> [WHAT IS REQUIRED]:
Show, in full, each line of the data that contains "linejoin".

..........

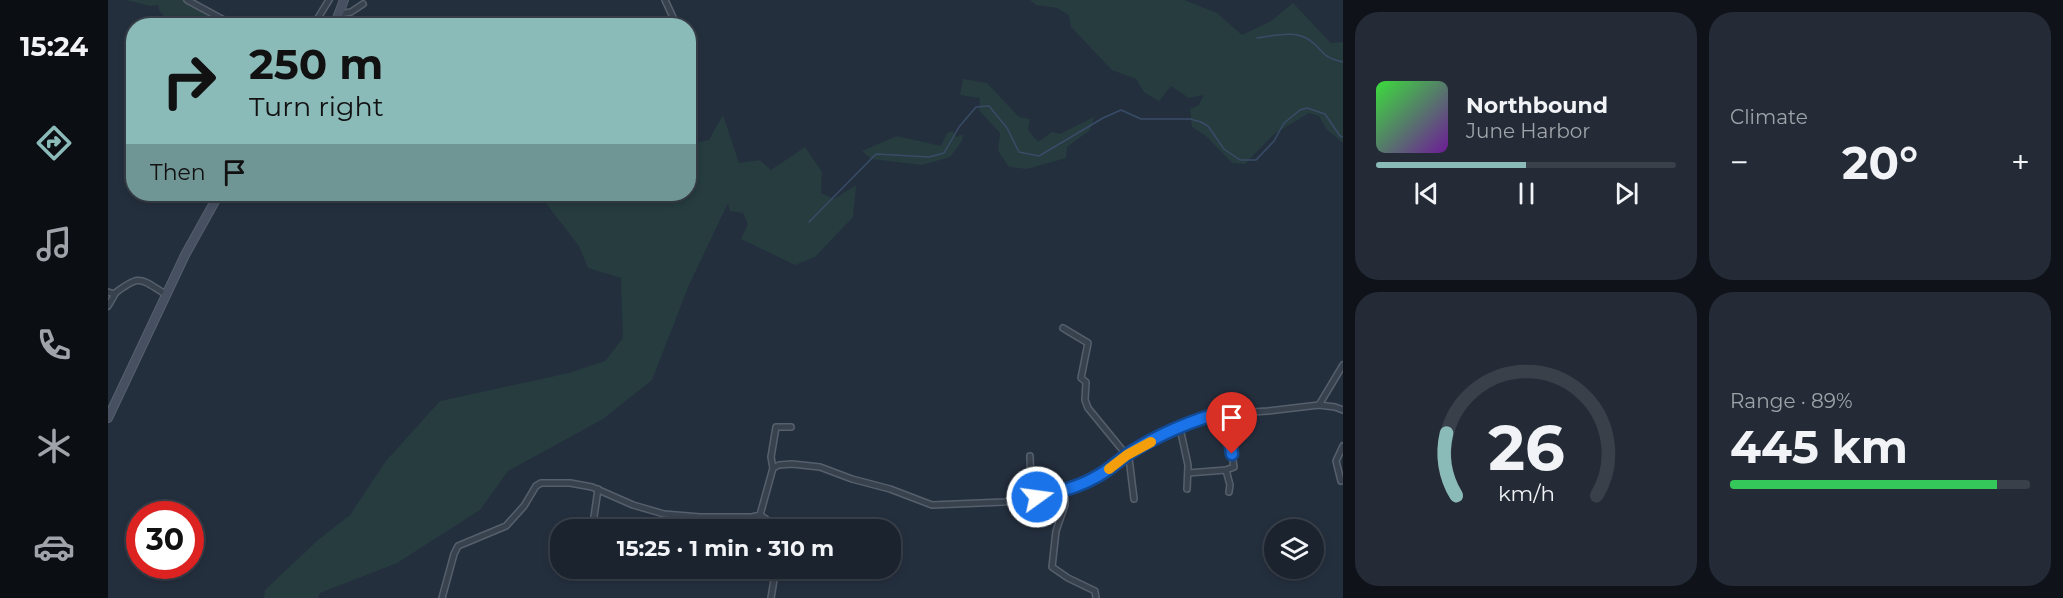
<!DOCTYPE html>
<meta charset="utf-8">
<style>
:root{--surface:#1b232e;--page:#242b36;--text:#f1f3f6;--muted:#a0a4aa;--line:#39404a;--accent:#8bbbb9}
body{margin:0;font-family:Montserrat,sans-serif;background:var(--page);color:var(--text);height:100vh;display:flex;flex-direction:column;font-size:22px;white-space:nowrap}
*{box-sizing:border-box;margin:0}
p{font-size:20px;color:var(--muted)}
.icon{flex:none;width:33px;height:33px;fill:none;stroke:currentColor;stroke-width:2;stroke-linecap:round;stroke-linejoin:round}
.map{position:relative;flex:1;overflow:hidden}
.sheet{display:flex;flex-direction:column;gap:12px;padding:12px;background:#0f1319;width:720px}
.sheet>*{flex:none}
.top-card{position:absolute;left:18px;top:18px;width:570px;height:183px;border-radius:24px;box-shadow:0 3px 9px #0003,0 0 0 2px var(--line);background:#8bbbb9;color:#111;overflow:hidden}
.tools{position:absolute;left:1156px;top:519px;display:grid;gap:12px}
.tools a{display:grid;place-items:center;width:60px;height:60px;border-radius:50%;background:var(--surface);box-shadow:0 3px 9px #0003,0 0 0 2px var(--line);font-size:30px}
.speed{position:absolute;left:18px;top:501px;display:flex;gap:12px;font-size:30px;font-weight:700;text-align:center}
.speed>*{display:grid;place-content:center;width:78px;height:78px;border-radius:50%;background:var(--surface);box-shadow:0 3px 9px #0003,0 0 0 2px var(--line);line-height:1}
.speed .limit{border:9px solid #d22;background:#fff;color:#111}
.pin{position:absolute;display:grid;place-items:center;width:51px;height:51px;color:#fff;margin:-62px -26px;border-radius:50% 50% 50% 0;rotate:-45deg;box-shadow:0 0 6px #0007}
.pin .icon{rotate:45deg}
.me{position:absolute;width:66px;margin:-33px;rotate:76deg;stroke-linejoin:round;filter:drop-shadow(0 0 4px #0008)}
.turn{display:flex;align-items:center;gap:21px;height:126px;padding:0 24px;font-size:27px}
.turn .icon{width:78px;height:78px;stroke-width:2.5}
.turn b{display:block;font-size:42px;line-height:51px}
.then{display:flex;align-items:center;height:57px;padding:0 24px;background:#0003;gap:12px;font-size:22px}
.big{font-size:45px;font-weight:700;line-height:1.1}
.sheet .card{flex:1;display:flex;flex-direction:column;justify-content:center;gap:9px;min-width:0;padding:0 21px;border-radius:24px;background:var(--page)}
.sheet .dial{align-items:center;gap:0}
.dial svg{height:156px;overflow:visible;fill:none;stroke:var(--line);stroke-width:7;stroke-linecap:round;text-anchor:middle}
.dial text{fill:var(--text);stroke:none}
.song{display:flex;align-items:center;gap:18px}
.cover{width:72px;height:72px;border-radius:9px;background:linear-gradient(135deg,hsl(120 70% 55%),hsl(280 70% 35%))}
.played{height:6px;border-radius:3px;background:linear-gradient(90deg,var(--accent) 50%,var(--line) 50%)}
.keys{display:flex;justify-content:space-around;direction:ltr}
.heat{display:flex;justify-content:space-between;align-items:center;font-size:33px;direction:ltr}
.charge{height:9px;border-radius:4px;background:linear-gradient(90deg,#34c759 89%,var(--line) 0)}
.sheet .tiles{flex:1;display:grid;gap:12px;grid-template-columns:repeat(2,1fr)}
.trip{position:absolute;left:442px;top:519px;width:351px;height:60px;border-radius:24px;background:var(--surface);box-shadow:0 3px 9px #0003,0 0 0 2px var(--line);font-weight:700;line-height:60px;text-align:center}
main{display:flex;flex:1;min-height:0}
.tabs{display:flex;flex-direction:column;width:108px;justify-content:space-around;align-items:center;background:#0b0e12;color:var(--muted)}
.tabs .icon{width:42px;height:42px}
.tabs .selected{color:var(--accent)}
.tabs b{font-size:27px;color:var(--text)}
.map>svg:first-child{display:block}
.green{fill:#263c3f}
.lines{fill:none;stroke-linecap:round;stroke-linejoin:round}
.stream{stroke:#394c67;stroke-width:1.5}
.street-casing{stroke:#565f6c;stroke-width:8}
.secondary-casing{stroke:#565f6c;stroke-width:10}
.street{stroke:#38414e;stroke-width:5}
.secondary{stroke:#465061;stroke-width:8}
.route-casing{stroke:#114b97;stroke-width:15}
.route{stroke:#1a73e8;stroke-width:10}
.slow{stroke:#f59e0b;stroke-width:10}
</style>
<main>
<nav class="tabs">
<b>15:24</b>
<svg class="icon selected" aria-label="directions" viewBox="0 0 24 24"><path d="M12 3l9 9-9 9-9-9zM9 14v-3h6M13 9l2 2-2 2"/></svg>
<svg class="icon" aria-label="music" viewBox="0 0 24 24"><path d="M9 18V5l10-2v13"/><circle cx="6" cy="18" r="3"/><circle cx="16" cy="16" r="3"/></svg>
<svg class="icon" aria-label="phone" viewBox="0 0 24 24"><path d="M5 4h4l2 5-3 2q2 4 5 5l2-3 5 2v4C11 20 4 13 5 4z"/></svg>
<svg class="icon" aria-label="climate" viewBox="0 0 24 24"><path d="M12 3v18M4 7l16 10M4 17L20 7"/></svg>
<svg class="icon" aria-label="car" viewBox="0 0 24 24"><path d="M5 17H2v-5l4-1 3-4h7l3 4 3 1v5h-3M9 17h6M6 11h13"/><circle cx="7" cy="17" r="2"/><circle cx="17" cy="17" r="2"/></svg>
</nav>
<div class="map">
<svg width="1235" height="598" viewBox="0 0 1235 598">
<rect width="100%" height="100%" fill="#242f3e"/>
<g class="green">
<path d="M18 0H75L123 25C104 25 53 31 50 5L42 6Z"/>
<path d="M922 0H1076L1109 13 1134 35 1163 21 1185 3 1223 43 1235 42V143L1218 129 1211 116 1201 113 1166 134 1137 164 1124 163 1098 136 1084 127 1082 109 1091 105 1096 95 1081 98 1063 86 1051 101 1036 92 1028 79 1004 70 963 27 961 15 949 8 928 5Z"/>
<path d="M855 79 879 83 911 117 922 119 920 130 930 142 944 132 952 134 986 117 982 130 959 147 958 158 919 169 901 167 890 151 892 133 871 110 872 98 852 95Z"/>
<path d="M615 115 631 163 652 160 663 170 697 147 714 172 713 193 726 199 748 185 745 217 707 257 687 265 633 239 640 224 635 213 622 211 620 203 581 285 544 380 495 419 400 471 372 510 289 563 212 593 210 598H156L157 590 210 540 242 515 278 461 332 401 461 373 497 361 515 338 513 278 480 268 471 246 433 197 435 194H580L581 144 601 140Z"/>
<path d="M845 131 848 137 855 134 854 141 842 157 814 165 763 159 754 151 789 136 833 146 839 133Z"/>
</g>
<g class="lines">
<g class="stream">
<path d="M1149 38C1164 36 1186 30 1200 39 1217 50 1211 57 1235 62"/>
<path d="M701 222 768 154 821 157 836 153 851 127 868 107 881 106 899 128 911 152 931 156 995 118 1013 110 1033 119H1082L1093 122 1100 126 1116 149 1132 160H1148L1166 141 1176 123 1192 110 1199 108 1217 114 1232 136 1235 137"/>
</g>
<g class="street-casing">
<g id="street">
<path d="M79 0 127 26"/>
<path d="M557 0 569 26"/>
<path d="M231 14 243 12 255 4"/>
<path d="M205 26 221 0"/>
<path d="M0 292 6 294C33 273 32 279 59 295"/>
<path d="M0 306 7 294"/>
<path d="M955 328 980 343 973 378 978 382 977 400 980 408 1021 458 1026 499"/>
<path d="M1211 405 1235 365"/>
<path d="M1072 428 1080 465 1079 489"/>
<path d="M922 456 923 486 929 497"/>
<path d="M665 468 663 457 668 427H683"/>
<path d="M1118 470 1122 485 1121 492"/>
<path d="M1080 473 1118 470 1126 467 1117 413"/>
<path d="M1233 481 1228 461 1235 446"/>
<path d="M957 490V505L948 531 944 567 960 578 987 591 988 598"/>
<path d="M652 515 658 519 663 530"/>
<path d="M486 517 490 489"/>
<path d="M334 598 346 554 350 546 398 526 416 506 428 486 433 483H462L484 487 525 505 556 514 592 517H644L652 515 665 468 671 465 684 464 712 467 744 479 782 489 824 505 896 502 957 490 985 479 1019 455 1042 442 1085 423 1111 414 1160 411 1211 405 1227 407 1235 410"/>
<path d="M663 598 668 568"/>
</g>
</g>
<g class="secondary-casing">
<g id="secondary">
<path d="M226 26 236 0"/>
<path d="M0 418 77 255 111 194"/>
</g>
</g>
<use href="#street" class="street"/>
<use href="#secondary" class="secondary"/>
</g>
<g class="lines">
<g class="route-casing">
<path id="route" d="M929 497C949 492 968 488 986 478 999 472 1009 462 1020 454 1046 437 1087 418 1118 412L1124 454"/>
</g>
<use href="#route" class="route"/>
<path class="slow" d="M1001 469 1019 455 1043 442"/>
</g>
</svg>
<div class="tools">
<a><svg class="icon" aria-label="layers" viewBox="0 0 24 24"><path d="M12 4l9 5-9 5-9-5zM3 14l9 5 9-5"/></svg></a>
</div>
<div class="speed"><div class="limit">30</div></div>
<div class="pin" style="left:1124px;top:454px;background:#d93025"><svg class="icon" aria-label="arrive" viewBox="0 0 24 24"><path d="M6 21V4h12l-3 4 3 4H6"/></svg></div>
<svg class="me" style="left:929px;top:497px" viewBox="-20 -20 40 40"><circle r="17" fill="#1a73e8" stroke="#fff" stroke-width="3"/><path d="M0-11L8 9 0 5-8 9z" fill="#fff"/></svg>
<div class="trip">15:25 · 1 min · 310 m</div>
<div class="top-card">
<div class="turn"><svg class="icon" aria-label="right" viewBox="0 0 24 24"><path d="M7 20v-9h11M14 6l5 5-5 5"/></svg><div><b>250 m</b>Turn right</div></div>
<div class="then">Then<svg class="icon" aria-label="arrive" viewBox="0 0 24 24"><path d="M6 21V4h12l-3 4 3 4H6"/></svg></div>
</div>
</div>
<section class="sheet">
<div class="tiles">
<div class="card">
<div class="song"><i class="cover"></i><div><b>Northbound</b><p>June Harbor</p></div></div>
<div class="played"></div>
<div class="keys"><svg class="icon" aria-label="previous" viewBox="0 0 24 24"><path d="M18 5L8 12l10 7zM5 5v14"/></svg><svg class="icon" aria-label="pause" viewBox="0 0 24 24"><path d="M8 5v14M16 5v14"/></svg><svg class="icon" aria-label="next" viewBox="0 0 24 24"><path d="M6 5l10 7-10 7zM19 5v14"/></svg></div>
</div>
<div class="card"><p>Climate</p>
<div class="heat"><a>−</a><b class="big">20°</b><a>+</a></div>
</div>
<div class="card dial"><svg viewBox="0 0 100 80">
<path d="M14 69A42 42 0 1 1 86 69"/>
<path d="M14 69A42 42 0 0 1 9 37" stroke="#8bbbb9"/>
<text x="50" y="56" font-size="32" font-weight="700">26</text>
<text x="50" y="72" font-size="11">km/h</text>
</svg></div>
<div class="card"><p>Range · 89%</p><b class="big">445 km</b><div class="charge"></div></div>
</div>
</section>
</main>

..........

> [OUTPUT FOR THIS TASK]:
.icon{flex:none;width:33px;height:33px;fill:none;stroke:currentColor;stroke-width:2;stroke-linecap:round;stroke-linejoin:round}
.me{position:absolute;width:66px;margin:-33px;rotate:76deg;stroke-linejoin:round;filter:drop-shadow(0 0 4px #0008)}
.lines{fill:none;stroke-linecap:round;stroke-linejoin:round}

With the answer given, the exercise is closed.